>>>>
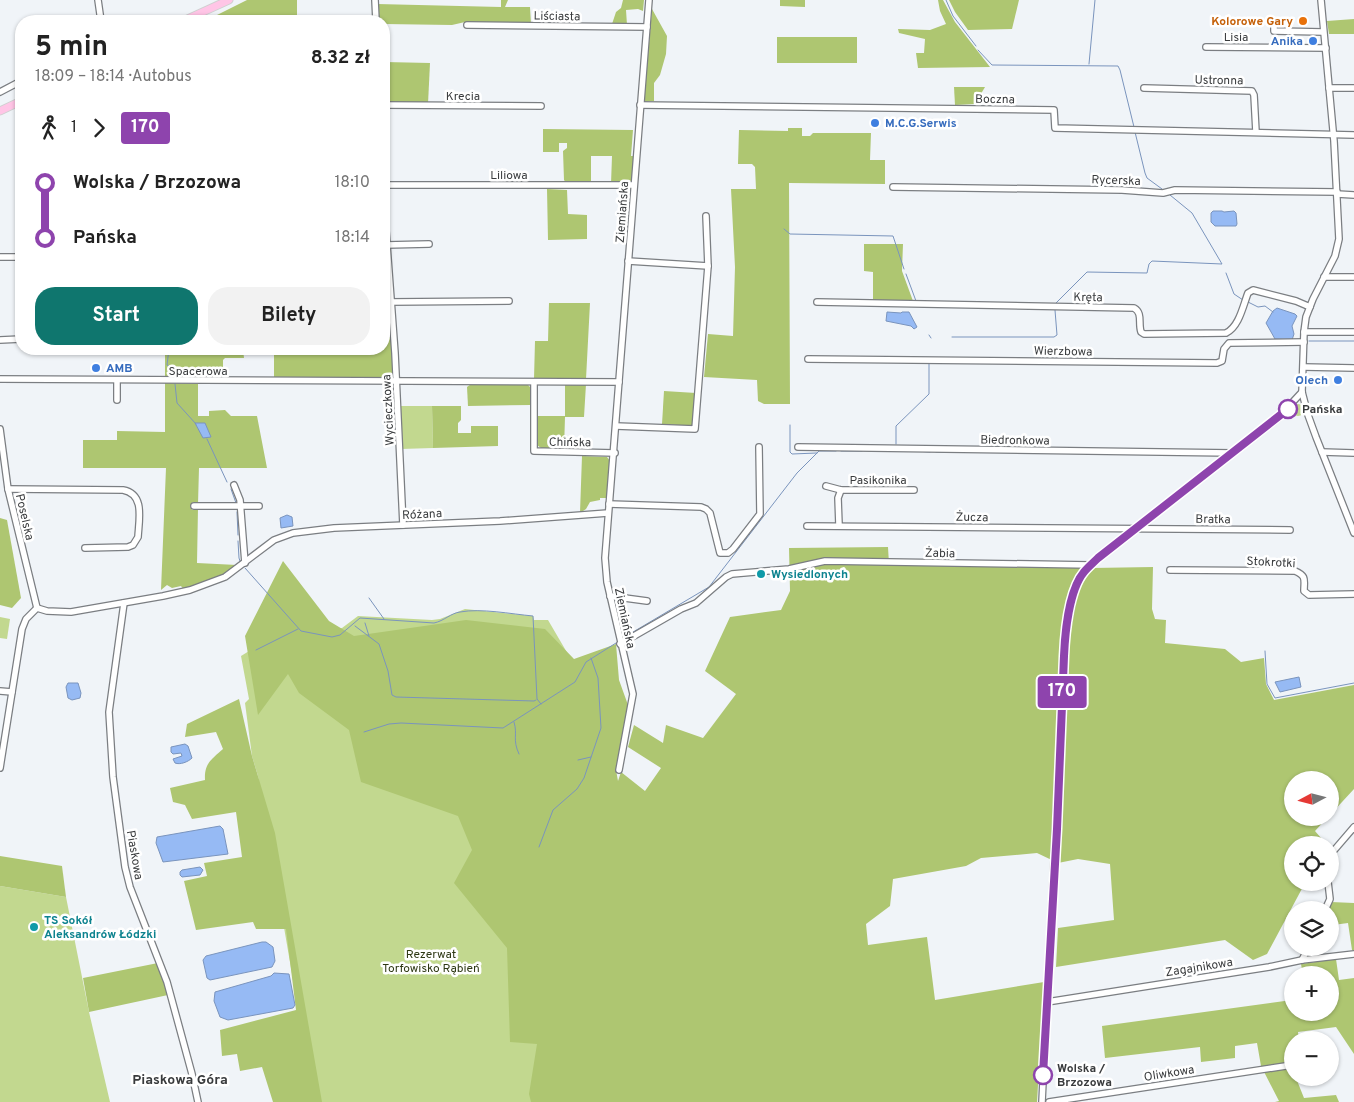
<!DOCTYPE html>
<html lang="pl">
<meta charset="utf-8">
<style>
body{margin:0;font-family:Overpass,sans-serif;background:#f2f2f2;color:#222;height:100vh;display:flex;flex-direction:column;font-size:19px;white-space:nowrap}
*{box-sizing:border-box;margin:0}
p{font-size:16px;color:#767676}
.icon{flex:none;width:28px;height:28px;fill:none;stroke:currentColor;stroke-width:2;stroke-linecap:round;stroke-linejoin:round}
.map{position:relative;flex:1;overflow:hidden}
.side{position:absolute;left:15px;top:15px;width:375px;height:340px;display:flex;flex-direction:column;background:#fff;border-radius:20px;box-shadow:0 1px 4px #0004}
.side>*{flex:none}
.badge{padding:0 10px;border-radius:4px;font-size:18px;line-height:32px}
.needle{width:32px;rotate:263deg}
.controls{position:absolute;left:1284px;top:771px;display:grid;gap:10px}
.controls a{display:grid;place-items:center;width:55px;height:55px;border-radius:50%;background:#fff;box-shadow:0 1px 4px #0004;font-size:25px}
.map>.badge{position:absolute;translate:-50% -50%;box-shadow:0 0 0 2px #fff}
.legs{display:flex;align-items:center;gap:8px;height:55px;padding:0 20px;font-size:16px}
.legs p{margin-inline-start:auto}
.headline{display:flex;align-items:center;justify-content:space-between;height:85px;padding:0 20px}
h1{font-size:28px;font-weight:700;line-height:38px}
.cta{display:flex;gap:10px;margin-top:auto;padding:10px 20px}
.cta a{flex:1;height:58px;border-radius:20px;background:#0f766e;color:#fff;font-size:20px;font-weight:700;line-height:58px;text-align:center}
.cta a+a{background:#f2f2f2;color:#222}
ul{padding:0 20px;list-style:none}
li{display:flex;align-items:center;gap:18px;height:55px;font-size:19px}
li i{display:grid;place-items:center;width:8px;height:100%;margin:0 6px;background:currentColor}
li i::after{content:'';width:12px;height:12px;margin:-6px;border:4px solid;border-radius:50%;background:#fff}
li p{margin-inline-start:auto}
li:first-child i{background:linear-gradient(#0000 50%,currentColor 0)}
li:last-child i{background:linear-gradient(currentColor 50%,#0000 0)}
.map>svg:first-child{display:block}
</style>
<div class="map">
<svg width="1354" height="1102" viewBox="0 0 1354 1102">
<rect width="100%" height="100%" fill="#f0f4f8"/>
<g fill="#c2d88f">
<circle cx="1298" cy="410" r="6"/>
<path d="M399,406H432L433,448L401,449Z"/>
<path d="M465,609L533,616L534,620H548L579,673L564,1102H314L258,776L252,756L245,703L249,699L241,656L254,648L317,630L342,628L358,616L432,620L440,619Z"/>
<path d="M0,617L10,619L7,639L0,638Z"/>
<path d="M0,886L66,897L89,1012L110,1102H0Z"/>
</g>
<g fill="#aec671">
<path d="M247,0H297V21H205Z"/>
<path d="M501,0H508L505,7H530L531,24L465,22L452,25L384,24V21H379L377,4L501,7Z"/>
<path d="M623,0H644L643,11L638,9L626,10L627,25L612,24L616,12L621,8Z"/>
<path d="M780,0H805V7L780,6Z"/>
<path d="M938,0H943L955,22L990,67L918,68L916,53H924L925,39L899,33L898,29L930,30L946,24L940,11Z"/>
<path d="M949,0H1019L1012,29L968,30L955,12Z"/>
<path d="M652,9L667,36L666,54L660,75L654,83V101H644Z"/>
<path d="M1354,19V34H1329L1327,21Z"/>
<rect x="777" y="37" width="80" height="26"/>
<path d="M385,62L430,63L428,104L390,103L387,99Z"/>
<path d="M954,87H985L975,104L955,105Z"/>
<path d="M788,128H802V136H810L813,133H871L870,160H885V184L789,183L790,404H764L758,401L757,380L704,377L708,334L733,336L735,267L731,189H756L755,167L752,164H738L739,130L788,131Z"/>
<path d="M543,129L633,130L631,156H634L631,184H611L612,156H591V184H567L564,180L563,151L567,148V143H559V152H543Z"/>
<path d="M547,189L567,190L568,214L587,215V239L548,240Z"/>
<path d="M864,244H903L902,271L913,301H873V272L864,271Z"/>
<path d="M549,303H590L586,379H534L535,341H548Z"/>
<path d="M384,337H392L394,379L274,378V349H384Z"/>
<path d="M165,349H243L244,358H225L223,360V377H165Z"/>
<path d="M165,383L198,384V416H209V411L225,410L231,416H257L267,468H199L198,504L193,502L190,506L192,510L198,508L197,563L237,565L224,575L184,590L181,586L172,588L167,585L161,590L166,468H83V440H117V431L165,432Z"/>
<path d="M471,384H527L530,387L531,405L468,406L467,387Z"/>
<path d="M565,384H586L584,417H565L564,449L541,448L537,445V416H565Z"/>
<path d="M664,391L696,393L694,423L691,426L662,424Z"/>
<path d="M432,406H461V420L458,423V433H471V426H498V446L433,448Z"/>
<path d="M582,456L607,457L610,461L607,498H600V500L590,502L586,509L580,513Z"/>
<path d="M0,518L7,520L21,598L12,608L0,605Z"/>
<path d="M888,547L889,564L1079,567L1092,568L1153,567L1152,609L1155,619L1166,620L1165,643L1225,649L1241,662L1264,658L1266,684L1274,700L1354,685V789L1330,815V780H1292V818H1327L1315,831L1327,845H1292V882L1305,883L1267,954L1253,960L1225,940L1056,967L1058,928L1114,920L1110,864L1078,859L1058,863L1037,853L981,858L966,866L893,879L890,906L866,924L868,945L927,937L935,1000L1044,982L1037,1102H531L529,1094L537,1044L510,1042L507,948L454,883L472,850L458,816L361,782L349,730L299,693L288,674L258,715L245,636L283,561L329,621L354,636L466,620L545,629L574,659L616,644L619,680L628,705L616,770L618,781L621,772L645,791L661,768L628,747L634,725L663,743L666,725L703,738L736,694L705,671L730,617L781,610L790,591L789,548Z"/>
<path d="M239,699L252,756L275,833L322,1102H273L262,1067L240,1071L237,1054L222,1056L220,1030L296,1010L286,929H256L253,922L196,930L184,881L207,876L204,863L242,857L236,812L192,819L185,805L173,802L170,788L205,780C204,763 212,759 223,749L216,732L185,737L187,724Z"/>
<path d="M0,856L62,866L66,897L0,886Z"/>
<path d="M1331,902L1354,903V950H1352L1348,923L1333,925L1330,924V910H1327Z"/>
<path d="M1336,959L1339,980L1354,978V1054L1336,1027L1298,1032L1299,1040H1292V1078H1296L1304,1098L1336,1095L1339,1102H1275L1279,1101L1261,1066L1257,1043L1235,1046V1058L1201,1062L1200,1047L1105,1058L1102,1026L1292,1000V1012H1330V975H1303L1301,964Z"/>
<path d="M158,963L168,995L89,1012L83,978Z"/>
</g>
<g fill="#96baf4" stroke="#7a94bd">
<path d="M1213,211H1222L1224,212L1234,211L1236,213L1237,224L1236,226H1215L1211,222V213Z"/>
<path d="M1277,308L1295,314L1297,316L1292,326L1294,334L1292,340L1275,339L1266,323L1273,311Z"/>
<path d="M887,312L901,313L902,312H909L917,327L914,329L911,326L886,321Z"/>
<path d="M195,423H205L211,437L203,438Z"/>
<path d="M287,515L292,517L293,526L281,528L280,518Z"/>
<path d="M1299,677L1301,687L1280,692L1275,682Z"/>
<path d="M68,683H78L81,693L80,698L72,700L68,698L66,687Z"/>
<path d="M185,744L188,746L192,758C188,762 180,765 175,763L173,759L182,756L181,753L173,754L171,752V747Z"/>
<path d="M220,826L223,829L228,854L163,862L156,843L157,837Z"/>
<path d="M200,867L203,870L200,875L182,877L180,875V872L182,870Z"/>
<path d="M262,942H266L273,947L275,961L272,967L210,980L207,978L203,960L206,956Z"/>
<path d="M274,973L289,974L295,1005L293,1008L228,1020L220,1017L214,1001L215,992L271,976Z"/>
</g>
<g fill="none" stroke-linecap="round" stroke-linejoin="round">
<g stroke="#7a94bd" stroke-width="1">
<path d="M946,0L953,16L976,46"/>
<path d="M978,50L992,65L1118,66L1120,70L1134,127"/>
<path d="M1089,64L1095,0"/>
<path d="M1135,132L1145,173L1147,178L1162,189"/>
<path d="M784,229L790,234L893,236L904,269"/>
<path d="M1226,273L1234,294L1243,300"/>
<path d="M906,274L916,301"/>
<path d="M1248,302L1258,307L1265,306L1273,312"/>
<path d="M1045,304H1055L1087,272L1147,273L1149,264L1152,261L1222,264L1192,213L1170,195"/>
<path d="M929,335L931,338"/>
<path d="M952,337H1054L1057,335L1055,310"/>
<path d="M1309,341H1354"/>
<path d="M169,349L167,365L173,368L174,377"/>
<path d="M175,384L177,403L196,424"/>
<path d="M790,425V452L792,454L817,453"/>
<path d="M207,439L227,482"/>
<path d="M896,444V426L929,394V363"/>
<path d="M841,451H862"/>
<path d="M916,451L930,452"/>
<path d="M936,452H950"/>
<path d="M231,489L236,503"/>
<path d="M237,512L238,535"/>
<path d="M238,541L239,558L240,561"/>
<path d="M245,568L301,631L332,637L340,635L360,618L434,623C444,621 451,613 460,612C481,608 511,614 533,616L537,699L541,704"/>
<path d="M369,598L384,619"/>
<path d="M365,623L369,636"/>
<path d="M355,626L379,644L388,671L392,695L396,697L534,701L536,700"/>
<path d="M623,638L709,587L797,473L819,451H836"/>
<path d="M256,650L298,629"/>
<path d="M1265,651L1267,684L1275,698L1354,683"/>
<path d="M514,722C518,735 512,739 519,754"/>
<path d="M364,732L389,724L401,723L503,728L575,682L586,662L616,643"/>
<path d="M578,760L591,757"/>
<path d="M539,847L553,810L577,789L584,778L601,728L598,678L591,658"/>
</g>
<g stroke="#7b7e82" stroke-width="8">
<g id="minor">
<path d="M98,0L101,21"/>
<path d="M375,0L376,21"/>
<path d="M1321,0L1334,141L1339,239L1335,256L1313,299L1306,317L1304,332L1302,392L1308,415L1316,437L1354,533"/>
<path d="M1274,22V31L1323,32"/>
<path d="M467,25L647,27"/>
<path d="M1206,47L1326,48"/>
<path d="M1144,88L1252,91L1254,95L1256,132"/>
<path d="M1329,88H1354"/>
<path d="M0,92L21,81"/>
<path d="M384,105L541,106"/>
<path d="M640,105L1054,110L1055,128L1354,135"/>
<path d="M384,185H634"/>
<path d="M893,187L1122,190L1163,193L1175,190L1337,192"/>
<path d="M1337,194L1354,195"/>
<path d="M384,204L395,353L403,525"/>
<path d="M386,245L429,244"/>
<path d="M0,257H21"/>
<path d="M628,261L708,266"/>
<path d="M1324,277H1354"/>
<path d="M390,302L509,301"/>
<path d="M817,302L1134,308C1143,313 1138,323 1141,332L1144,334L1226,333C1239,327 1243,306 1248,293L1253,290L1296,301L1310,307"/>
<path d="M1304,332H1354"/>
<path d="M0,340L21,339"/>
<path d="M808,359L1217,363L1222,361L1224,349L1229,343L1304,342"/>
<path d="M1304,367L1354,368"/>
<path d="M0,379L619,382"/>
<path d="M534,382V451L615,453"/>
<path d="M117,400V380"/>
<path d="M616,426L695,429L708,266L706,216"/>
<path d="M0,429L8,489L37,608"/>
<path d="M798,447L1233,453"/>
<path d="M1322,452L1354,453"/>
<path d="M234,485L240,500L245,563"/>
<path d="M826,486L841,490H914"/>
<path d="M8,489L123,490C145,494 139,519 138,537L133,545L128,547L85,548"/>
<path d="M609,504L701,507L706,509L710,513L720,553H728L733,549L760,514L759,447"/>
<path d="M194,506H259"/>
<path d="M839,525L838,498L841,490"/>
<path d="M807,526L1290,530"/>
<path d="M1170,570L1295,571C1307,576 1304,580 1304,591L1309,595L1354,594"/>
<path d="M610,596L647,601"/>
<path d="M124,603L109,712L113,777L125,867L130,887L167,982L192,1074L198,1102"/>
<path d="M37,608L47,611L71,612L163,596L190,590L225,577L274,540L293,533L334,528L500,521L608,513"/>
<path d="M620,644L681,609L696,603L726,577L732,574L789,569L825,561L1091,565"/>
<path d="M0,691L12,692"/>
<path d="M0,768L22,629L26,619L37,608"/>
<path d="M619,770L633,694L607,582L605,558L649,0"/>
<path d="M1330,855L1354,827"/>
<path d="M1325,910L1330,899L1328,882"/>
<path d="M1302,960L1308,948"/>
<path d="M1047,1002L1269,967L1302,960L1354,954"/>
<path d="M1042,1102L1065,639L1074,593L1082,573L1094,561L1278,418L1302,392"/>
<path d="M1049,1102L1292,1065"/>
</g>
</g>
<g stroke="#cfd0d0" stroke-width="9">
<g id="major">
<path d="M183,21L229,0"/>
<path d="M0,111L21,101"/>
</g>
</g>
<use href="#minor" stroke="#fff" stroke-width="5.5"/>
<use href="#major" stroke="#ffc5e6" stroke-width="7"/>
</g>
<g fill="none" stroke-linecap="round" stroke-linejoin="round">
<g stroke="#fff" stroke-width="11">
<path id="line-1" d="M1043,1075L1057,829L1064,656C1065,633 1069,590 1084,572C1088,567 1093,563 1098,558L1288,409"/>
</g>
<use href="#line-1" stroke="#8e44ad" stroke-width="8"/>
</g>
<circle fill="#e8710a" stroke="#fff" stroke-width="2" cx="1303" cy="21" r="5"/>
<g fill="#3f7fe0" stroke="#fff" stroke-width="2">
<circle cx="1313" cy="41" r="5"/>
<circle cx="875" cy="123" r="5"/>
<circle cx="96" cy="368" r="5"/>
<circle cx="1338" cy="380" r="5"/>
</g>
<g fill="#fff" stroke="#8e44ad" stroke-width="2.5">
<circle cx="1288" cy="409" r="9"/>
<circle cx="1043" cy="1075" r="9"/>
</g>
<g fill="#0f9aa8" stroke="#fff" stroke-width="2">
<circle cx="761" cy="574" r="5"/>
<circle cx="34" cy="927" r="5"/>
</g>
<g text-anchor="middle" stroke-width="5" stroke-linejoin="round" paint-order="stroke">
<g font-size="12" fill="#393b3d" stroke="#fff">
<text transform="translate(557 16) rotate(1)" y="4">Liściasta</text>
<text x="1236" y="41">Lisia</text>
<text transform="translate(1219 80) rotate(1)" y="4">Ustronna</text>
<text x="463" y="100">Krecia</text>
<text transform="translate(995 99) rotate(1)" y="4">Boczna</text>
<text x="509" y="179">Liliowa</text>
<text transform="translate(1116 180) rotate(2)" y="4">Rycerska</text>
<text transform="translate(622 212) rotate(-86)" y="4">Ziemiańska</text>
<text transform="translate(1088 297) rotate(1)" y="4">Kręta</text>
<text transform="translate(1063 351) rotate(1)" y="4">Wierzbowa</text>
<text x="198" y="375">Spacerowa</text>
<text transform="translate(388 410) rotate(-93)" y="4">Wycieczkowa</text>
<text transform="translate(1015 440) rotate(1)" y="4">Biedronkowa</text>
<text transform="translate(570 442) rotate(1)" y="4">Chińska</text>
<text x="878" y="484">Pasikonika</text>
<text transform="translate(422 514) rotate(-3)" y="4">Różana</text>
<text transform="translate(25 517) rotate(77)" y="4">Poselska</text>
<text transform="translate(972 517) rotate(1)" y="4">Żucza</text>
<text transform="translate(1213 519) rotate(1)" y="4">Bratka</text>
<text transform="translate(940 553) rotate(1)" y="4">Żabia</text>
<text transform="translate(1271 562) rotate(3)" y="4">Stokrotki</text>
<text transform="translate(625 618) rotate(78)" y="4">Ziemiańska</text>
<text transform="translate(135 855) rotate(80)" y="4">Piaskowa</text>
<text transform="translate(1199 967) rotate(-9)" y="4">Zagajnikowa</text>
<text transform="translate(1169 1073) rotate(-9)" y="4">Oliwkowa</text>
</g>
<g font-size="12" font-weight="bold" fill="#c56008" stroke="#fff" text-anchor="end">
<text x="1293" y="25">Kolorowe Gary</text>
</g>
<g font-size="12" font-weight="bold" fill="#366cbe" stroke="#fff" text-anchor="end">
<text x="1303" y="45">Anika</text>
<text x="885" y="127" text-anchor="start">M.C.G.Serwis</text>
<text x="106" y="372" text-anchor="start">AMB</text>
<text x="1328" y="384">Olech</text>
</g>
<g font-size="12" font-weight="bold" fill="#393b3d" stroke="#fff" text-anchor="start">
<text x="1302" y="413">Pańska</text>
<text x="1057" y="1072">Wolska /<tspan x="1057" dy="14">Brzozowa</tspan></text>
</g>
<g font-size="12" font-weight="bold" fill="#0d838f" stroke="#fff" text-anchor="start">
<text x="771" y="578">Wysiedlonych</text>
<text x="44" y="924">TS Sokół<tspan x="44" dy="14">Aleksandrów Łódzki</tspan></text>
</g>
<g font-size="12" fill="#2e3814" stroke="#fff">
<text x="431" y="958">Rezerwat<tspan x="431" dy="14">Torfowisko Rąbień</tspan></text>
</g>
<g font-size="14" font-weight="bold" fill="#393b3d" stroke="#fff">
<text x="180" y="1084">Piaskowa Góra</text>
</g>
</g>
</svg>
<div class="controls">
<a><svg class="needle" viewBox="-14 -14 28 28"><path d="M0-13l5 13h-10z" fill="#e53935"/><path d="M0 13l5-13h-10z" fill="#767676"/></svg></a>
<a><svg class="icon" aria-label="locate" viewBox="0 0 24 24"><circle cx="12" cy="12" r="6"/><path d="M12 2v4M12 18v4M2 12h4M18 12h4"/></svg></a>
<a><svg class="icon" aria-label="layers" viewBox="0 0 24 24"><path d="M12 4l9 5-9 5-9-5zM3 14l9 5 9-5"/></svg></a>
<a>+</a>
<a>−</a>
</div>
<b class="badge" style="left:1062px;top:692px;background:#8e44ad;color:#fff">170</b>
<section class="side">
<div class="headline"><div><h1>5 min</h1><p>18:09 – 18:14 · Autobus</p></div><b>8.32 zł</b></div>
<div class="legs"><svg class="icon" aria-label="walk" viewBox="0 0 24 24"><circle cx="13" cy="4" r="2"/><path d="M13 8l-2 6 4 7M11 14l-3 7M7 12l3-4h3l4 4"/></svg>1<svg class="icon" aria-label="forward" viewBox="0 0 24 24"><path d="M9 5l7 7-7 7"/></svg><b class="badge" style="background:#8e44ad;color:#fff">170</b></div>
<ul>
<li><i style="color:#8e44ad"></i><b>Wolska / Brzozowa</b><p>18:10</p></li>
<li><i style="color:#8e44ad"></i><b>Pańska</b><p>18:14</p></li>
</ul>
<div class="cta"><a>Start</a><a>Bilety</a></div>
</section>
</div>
<<<<
EXERCISE INSTRUCTIONS: Give the lines from the one containing "18:14 · Autobus</p></div><b>8.32 zł</b></div>" through the end of the entries again, exactly as written and with no other lines.

ANSWER BOX:
<div class="headline"><div><h1>5 min</h1><p>18:09 – 18:14 · Autobus</p></div><b>8.32 zł</b></div>
<div class="legs"><svg class="icon" aria-label="walk" viewBox="0 0 24 24"><circle cx="13" cy="4" r="2"/><path d="M13 8l-2 6 4 7M11 14l-3 7M7 12l3-4h3l4 4"/></svg>1<svg class="icon" aria-label="forward" viewBox="0 0 24 24"><path d="M9 5l7 7-7 7"/></svg><b class="badge" style="background:#8e44ad;color:#fff">170</b></div>
<ul>
<li><i style="color:#8e44ad"></i><b>Wolska / Brzozowa</b><p>18:10</p></li>
<li><i style="color:#8e44ad"></i><b>Pańska</b><p>18:14</p></li>
</ul>
<div class="cta"><a>Start</a><a>Bilety</a></div>
</section>
</div>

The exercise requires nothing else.